When the effects of a partial seizure appear as a 'warning sign' before a larger seizure, they are known as an aura: frequently, a partial seizure will spread to other parts of the brain and eventually become generalized, resulting in a tonic-clonic convulsion. The subjective experience of an aura, like other partial seizures, will tend to reflect the function of the affected part of the brain.
Generalized seizures
Primarily generalized seizures can be sub-classified into a number of categories, depending on their behavioural effects:
- Absence seizures involve an interruption to consciousness where the person experiencing the seizure seems to become vacant and unresponsive for a short period of time (usually up to 30 seconds). Slight muscle twitching may occur. The victim appears to be day dreaming. These seizure may occur several times during a day. This type of seizure is more common in children.
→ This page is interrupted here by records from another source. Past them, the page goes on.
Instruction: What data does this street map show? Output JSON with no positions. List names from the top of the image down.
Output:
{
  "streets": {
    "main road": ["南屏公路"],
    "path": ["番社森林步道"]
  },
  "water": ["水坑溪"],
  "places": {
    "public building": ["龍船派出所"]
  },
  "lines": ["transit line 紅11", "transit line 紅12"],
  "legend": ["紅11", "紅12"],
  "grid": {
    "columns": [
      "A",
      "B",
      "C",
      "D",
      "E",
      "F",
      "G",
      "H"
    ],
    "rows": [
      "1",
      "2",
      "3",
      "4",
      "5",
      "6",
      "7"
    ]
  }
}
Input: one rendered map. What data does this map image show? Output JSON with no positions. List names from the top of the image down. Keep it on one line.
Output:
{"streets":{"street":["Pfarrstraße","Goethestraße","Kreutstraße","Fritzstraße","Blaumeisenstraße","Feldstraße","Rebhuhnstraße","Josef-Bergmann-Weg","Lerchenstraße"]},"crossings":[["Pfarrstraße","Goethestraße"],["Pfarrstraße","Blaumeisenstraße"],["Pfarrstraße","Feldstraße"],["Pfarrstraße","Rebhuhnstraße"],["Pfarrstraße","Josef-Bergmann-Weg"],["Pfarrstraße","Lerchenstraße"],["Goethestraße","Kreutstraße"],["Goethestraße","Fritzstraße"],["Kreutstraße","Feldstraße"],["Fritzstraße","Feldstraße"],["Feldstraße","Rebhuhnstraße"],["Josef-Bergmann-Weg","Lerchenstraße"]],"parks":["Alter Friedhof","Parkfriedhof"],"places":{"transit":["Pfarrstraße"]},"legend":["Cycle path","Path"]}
- Myoclonic seizures involve an extremely brief (< 0.1 second) muscle contraction and can result in jerky movements of muscles or muscle groups.
- Clonic seizures are myoclonus that are regularly repeating at a rate typically of 2-3 per second. In some cases, the length varies.
- Tonic–clonic seizures involve an initial contraction of the muscles (tonic phase) which may involve tongue biting, urinary incontinence and the absence of breathing. This is followed by rhythmic muscle contractions (clonic phase). This type of seizure is usually what is referred to when the term 'epileptic fit' is used colloquially.
- Atonic seizures involve the loss of muscle tone, causing the person to fall to the ground. These are sometimes called 'drop attacks' but should be distinguished from similar looking attacks that may occur in cataplexy.
Continuous seizures
Status epilepticus refers to continuous seizure activity with no recovery between successive seizures. A tonic-clonic seizure lasting longer than 5 minutes (or two minutes longer than a given person's usual seizures) is considered a medical emergency. Benzodiazepines are most commonly used to relieve the seizure activity. Lorazepam is drug of choice in status epilepticus. Diazepam is 2nd priority to treat status epilepticus.
Epilepsia partialis continua is a rare type of focal motor seizure (hands and face) which recurs every few seconds or minutes for extended periods (days or years). It is usually due to strokes in adults and focal cortical inflammatory processes in children (Rasmussen's encephalitis), possibly caused by chronic viral infections or autoimmune processes.
Subclinical seizures
Subclinical seizures are defined as seizures which can only be detected by reading an electroencephalogram (EEG) and cause no overt, specific changes in an affected person's behavior, whether the person is awake or asleep. One study in the Journal of Neurosurgery described the pattern on EEG as appearing like "rhythmic spik[es] showing intrinsic evolution".
Future classifications
In 1997, the ILAE began work on revising the classification of seizures, epilepsies and epileptic syndromes. This revision remains in gestation and has not superseded the 1981 classification.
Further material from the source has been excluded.